The explanatory power of air temperature to water quality is greatly affected by the terrain. The explanatory power of air temperature to water quality in LTR (0.61 and 0.55) is higher than that in STR (0.47 and 0.49). However, the explanatory power of precipitation on water quality is more affected by seasons, which is significantly higher in the wet season (0.52 and 0.55) than in the dry season (0.19 and 0.40).
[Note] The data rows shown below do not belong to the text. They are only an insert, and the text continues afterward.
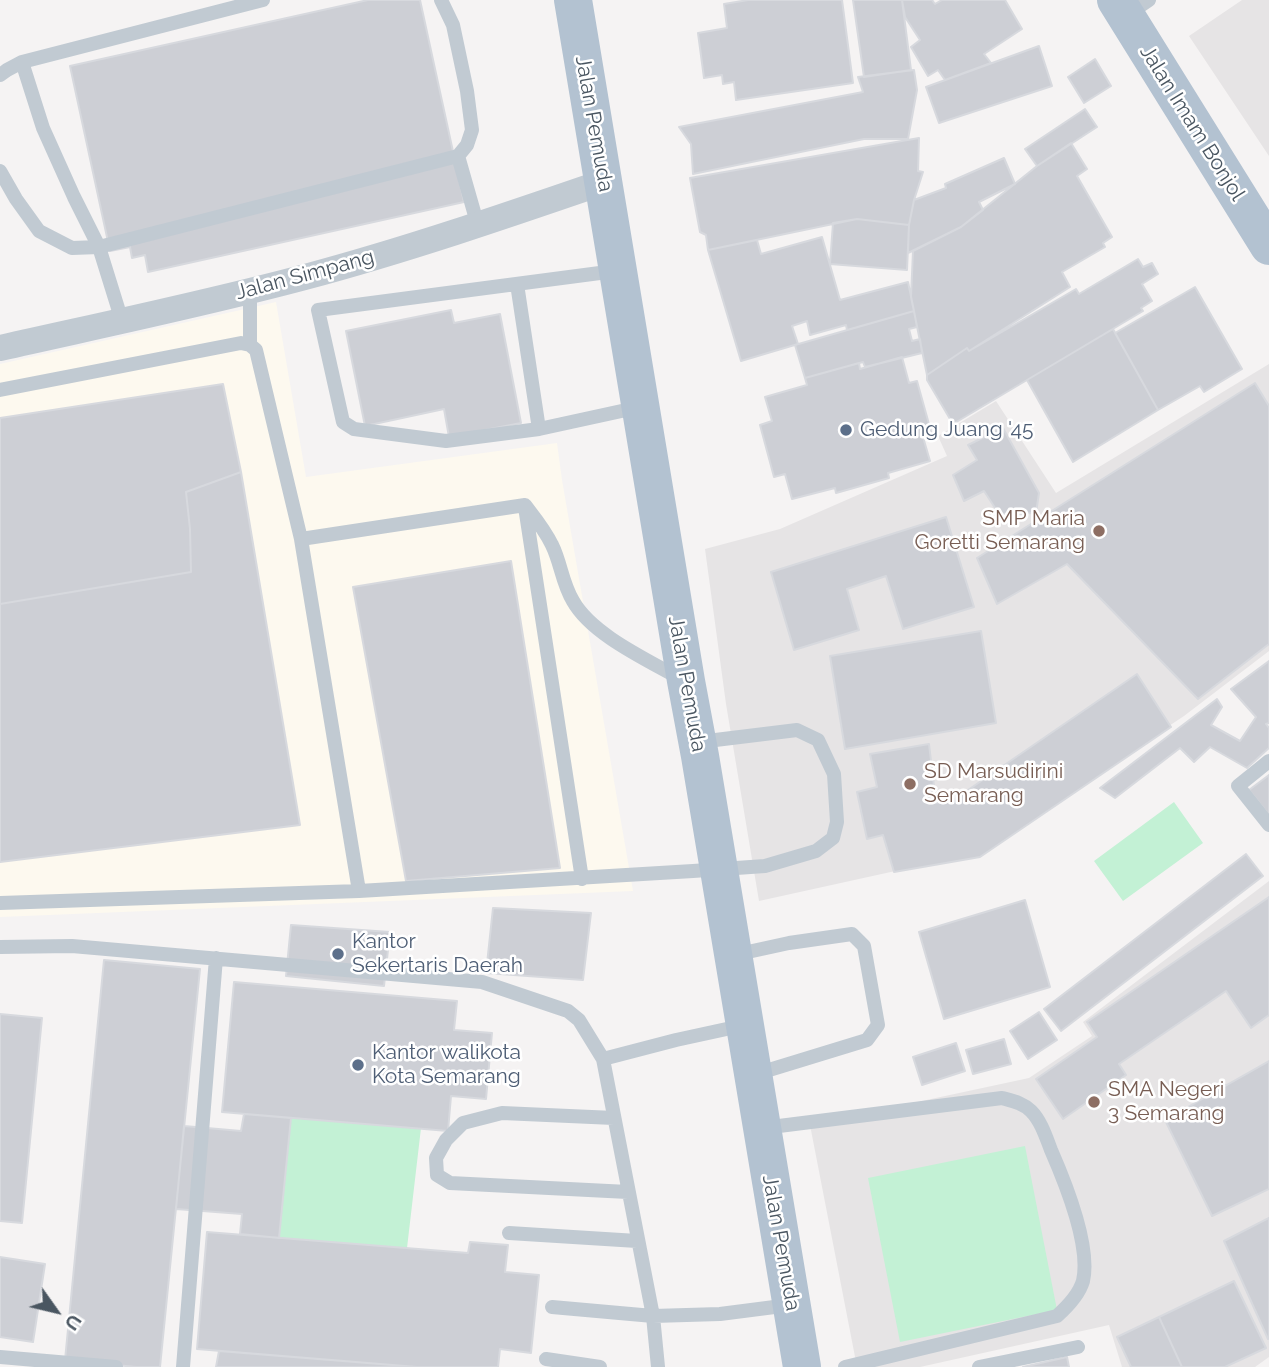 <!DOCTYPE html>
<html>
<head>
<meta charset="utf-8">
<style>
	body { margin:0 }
	#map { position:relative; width:1269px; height:1367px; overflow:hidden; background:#f5f3f3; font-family:Raleway,sans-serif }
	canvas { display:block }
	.north { position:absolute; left:21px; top:1276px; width:70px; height:70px; -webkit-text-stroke:5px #fff; paint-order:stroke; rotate:124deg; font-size:19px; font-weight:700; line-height:28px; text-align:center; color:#4a5661 }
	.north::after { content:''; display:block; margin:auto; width:24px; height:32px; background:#4a5661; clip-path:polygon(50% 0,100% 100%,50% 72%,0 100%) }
</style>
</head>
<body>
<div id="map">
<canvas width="1269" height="1367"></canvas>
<div class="north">U</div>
</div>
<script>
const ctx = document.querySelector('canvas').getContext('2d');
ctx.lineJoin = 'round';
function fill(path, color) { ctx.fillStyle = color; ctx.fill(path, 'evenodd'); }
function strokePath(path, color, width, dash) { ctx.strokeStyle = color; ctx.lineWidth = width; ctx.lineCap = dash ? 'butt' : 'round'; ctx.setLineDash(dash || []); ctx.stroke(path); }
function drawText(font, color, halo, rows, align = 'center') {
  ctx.font = font + ' Raleway,sans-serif'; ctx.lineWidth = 5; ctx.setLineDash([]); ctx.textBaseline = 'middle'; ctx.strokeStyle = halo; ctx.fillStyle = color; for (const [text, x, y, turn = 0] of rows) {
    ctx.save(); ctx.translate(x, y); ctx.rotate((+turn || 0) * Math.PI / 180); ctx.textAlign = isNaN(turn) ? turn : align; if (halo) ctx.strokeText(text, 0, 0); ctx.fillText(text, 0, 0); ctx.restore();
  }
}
fill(new Path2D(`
	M276,302L306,477L557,443L562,480L633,891L0,917V364Z`), '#fdf9ef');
fill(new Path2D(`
	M1242,0H1269V156L1189,36Z
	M1269,364V651L1184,716L977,853L759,901L726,704L705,549L780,529L947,456L938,436L996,401L1056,493Z
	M1269,881V1357L1255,1367H1122L1109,1325L920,1367H857L810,1125L1029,1078L1092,1036L1083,1022Z`), '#e6e4e5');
fill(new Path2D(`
	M1174,802L1203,843L1123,901L1094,861Z
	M291,1118L421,1128L407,1248L279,1238Z
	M1025,1146L1057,1310L900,1342L868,1178Z`), '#c3f1d5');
const building = new Path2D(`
	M368,0H420L464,202L148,272L145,255L132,258L130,247L110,251L70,66Z
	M748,0H842L853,83L736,100L734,82L723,84L722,75L704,78L698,33L727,28L724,4Z
	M853,0H902L911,70L864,77Z
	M902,0H932L935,4L942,0H1005L1022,29L984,54L991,63L945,80L938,70L928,76L911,47L920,40L905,17Z
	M1039,46L1052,86L939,123L926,87Z
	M1095,59L1111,86L1084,103L1068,77Z
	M914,70L917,90L908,139H864L693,174L691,144L679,127L863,92L858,77Z
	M1085,109L1097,127L1037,166L1025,149Z
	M919,138L918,171L923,172L914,200L909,225L857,219L708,250L706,235L700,232L690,178Z
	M1071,143L1087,169L1077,176L1112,237L1103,243L1105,247L1062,272L1070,287L969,351L967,348L927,375L911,297L913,251L961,227L1037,166Z
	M1004,158L1015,184L979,202L983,210L961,227L908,253L909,225L914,200L946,188L945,184Z
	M857,219L909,225L907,270L830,264L833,223Z
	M822,237L840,300L908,282L914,311L847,330L846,325L810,335L807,321L792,326L798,344L741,361L708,250L757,240L761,254Z
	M1138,259L1143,267L1152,263L1158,274L1142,284L1152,301L1141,308L1143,311L953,424L927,380V375L967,348L969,351L1076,289L1079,294Z
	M1195,287L1242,369L1204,392L1200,386L1158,410L1115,333Z
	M451,310L454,323L500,314L521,423L449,437L444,409L365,426L346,331Z
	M914,311L917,327L909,329L912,341L920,339L922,353L865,367L863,362L805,378L795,345Z
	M1113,329L1158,410L1073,462L1027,380Z
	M902,357L909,383L917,381L932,435L923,437L930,461L888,473L889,478L836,493L835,488L792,499L785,474L774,477L760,425L772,421L765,397L807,385L805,378L859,363L860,369Z
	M1255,383L1269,406V644L1198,699L1067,564L997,604L977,558Z
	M223,384L241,472L186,492L190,529L191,572L0,604V418Z
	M1003,428L1039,493L1036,513L999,514L984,491L964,501L953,475L977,460L968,445Z
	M241,472L300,825L0,862V604L191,572L190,529L186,492Z
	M946,517L974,607L903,629L886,576L847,589L859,630L794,650L771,572Z
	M511,561L560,868L406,881L353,587Z
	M981,631L996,723L845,749L830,656Z
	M1269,661V723L1266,724L1269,728V748L1247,768L1210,747L1194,762L1180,748L1115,798L1100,788L1217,699L1222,707L1211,725L1240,741L1256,717L1231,689Z
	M1137,674L1171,727L980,857L894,872L883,835L867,839L857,792L877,787L870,754L929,744L936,803L952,801Z
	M1269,775V815L1249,790Z
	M1246,854L1263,876L1061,1031L1044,1009Z
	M1269,897V1015L1251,1028L1226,991L1119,1064L1126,1075L1063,1119L1036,1079L1097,1037L1087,1022Z
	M1025,900L1050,987L944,1019L919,932Z
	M493,908L591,913L583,980L486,973Z
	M291,925L390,932L384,986L286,976Z
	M104,960L200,969L160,1367H136L65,1360Z
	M234,982L457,1001L454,1030L492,1033L486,1099L451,1096L448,1131L222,1112Z
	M1039,1012L1057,1040L1028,1059L1010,1031Z
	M0,1014L42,1018L22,1223L0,1221Z
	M1004,1039L1011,1064L973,1074L966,1050Z
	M956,1043L965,1071L922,1085L913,1057Z
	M1269,1061V1189L1212,1216L1165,1120Z
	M244,1114L291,1118L279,1238L240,1234L242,1214L176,1209L184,1126L241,1131Z
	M1269,1218V1338L1268,1339L1224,1241Z
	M207,1232L468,1253L470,1242L508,1245L505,1272L539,1275L531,1353L500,1349L498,1367H417L197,1349Z
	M0,1257L45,1264L33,1342L0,1337Z
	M1234,1281L1266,1348L1225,1367H1182L1159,1317Z
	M1159,1317L1182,1367H1131L1117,1337Z
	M219,1351L417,1367H216Z
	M1067,1357L1069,1367H1023Z`);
fill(building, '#cdcfd5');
strokePath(building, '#d7d9de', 2);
strokePath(new Path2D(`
	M1127,15L1149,0
	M22,62L43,128L74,197L99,247L122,321
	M0,75L7,70L22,62L263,0
	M458,156L478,226
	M0,171L16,199L39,231L72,248L99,247L458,156L467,145L472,130L467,91L453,25L441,0
	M615,271L318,310L343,422L354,429L446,441L539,429L640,407
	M517,284L539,429
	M250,290V345
	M0,390L241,343L250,345L256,350L301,539L525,505C535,518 545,530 552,545C561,563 562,583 573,601C592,635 648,660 681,679
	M525,507L582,879
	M301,539L359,891
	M1269,761L1238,786L1269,825
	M0,903L359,891L693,871L765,866L816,851L833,838L837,822L834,774L818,740L797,730L699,742
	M0,947L72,946L482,982L568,1011L579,1020L603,1059L653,1316L658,1367
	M734,955L789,943L852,934L864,946L878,1025L867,1040L756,1074
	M603,1059L676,1040L745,1025
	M614,1118L502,1113L463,1123L446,1140L436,1158L437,1175L450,1183L628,1192
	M763,1128L1002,1098C1013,1101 1023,1103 1031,1111C1041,1121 1046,1137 1051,1150C1065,1182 1091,1246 1083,1281C1079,1295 1067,1307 1057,1316L845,1367
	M509,1233L637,1241
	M552,1307L653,1316L720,1314L790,1305
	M0,1357L116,1367
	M546,1359L600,1367
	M183,1367L216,958
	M979,1367L1078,1347`), '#c1cad2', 14);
strokePath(new Path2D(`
	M0,348C102,325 204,304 305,277C406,250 505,216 604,182`), '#c1cad2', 26);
strokePath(new Path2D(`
	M573,0L686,681L700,756L802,1367
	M1116,0L1269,246`), '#b3c2d1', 38);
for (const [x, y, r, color] of [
	[846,430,7,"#5c6f8a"],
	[1099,531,7,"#8d6e63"],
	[910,784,7,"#8d6e63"],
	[338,954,7,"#5c6f8a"],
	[358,1065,7,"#5c6f8a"],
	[1094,1102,7,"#8d6e63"]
]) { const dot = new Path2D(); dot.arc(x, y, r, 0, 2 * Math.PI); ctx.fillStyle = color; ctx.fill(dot); strokePath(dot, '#fff', 2.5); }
drawText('21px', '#4a5661', '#fff', [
	["Jalan Imam Bonjol",1192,123,58],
	["Jalan Pemuda",594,124,80],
	["Jalan Simpang",305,275,-15],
	["Jalan Pemuda",687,684,80],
	["Jalan Pemuda",781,1243,80]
]);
drawText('21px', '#4e5e75', '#fff', [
	["Gedung Juang '45",860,430],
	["Kantor",352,942],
	["Sekertaris Daerah",352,966],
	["Kantor walikota",372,1053],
	["Kota Semarang",372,1077]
], 'left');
drawText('21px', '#785e54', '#fff', [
	["SMP Maria",1085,519,"right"],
	["Goretti Semarang",1085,543,"right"],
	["SD Marsudirini",924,772],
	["Semarang",924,796],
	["SMA Negeri",1108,1090],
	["3 Semarang",1108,1114]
], 'left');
</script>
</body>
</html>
This is because the Chishui River Basin is located in the transitional zone between the Yunnan Guizhou Plateau and Sichuan Basin. It is less affected by the ocean monsoon, and generally belongs to the temperate continental climate. The temperature is high in summer, and the rainfall is large. The winter is dry and cold, and the rainfall is small.
The results of the interaction detector experiment show that the interaction between the factors has greater influence on the water quality than that of each factor alone. The interaction results are binary enhancement.